Kaspersky Has Detected Malware Deployed Inside Windows Event Logs
First Used In September 2021, Discovered Last Week
Add this to the list of things you wish you didn’t know about; multistage malware which hides in the Windows Event Viewer and from there is able to do a wide variety of nasty things. The only real good news is that the infection requires someone to download an infected file, sadly the file is likely to be from a legitimate source and would be signed. The malware’s emulation of an official penetration testing tool is just the beginning of the nightmare.
The awful people who developed this malware made use of a wide variety of tricks to make your life miserable once the infection managed to hide code inside the Windows Event Viewer. They may have created some of the modules this malware makes use of, but others have been borrowed from penetration testing tools from Cobalt Strike and SilentBreak. The shellcode added to Event Viewer, which can be dumped into memory and run is encrypted up to four times, with different encryption tools, any system files the infection modifies will tend to be already whitelisted or given a signed certificate, it will even mess with the logging functions of ntdll.dll.

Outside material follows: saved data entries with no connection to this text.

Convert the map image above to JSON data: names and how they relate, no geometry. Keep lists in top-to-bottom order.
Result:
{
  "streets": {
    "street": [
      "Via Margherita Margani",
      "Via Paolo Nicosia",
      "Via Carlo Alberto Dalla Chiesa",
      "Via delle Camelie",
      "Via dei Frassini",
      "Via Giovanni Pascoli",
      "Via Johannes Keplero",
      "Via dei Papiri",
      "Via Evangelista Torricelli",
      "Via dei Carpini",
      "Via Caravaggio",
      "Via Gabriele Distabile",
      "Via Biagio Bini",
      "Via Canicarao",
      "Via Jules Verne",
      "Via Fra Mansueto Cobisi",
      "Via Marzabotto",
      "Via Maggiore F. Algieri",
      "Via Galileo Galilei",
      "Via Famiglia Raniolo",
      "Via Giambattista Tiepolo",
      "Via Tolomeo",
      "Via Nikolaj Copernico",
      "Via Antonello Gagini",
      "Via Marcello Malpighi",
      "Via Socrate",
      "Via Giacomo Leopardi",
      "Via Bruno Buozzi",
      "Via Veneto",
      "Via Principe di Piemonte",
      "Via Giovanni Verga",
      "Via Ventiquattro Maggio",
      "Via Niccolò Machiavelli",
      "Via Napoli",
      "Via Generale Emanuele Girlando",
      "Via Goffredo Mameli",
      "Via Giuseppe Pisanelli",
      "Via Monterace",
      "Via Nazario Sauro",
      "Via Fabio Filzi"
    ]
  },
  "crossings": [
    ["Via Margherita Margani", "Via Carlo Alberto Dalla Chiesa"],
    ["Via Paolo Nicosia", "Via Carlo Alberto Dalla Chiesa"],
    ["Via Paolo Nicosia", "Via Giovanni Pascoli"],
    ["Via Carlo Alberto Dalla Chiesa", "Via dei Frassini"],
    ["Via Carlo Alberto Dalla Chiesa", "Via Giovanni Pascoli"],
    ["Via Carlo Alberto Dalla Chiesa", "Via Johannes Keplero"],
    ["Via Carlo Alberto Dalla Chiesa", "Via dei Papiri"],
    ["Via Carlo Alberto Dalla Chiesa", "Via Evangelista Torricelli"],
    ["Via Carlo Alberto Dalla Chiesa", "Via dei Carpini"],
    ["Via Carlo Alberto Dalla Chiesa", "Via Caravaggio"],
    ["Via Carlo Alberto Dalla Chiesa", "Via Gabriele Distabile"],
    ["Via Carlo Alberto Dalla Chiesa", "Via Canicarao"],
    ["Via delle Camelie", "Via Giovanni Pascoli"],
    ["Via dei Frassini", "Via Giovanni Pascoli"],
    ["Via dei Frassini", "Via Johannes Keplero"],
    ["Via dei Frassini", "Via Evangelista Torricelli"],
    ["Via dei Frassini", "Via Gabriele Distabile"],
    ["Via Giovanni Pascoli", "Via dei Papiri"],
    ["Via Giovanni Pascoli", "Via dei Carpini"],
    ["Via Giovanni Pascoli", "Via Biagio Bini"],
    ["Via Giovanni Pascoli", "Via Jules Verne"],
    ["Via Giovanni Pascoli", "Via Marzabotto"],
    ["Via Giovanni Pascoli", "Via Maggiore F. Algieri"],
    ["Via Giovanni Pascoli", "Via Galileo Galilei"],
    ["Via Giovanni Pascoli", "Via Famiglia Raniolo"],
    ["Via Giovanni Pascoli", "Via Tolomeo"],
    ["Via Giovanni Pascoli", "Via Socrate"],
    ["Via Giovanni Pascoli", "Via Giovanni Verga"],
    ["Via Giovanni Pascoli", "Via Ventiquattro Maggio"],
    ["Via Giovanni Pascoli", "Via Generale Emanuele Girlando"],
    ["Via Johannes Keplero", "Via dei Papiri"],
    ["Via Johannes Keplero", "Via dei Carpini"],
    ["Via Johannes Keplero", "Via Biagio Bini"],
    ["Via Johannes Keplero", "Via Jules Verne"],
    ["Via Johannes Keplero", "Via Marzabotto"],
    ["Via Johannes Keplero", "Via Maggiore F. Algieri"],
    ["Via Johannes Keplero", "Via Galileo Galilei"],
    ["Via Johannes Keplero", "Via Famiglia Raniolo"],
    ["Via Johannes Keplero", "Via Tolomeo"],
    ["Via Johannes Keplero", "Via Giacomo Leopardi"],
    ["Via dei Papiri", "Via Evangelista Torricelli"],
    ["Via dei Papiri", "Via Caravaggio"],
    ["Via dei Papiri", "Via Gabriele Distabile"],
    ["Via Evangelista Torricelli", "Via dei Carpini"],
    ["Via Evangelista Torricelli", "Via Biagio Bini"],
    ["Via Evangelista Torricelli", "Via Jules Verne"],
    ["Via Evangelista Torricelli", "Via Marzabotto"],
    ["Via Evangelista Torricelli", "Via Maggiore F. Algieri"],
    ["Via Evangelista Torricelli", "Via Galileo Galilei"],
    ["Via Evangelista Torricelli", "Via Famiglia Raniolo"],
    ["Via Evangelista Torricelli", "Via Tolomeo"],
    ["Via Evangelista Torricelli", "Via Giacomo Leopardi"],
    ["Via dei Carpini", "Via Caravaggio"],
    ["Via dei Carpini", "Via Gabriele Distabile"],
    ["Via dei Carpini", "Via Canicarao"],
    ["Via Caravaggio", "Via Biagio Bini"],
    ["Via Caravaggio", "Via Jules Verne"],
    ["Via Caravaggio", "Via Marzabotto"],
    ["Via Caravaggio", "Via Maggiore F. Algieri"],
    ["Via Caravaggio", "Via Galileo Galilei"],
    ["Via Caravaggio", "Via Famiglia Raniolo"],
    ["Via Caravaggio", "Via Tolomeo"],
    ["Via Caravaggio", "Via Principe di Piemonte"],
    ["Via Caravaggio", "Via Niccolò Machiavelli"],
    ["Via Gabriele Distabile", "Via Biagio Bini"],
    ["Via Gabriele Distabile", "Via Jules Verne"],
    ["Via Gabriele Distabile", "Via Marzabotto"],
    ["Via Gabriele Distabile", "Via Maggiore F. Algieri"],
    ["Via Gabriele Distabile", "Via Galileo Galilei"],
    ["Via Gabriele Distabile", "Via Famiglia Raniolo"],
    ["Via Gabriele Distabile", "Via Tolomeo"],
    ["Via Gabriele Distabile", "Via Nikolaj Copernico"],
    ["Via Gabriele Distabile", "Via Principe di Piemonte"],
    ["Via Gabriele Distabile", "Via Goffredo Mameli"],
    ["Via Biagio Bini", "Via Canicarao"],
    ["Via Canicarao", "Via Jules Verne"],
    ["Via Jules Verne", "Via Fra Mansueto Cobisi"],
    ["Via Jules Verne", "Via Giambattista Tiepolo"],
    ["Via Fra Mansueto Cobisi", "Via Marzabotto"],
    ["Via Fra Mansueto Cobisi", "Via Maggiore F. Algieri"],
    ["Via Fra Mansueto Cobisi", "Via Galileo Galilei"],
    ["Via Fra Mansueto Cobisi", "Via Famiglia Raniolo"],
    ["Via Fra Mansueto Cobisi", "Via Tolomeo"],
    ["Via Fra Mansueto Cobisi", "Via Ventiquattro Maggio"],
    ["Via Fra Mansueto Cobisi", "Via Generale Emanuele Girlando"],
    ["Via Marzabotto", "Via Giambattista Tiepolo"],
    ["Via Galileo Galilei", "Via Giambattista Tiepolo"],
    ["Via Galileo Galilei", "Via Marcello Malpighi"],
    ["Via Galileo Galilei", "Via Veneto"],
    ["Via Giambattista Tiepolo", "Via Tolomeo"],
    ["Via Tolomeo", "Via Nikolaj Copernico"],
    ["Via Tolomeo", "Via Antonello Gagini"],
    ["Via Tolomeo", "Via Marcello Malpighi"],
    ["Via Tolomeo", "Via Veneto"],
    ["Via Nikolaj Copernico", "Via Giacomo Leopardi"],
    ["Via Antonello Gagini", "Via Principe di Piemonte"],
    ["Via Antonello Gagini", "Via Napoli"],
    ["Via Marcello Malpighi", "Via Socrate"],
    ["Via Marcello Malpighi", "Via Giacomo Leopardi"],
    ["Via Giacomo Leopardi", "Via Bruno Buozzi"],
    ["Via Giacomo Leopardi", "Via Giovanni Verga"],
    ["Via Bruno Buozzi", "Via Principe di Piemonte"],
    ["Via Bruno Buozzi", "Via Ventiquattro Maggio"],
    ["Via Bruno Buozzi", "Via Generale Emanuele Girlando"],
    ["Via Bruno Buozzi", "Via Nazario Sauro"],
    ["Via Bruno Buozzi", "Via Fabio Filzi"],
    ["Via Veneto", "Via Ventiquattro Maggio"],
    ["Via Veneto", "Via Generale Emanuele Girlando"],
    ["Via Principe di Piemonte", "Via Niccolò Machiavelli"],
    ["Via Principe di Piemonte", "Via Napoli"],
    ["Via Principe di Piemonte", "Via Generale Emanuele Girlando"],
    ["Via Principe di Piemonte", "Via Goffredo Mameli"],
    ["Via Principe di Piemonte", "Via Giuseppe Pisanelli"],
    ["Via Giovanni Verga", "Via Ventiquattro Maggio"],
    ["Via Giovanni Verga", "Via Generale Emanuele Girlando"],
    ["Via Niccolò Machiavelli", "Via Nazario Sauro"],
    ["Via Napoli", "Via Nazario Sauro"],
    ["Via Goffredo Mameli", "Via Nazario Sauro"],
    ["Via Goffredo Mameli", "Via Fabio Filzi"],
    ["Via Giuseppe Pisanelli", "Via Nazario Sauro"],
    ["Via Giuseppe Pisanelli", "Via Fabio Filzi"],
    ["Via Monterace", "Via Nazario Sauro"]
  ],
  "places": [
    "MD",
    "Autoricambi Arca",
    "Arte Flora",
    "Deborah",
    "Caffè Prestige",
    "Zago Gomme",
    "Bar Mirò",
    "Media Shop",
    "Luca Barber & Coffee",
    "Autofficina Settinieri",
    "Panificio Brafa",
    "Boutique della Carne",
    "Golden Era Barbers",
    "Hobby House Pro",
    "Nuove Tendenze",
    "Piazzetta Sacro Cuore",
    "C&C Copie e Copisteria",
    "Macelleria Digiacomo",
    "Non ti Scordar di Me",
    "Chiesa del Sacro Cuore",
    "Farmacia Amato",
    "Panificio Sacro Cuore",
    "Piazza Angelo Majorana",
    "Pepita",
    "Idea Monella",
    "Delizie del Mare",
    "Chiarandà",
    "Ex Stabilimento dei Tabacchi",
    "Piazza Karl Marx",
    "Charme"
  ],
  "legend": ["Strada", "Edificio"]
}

You can read a more detailed summary here, or go straight to the source if you want to get the full story on this malware’s lifecycle, capabilities and to have any hope to detect it if it is already running on your network.
The HTTP network method saw the malicious file target the Windows system files, hiding a piece of malware by creating a duplicate of an existing file with “1.1” added to the the string, which is assumed by Kaspersky to be the malicious version of a file.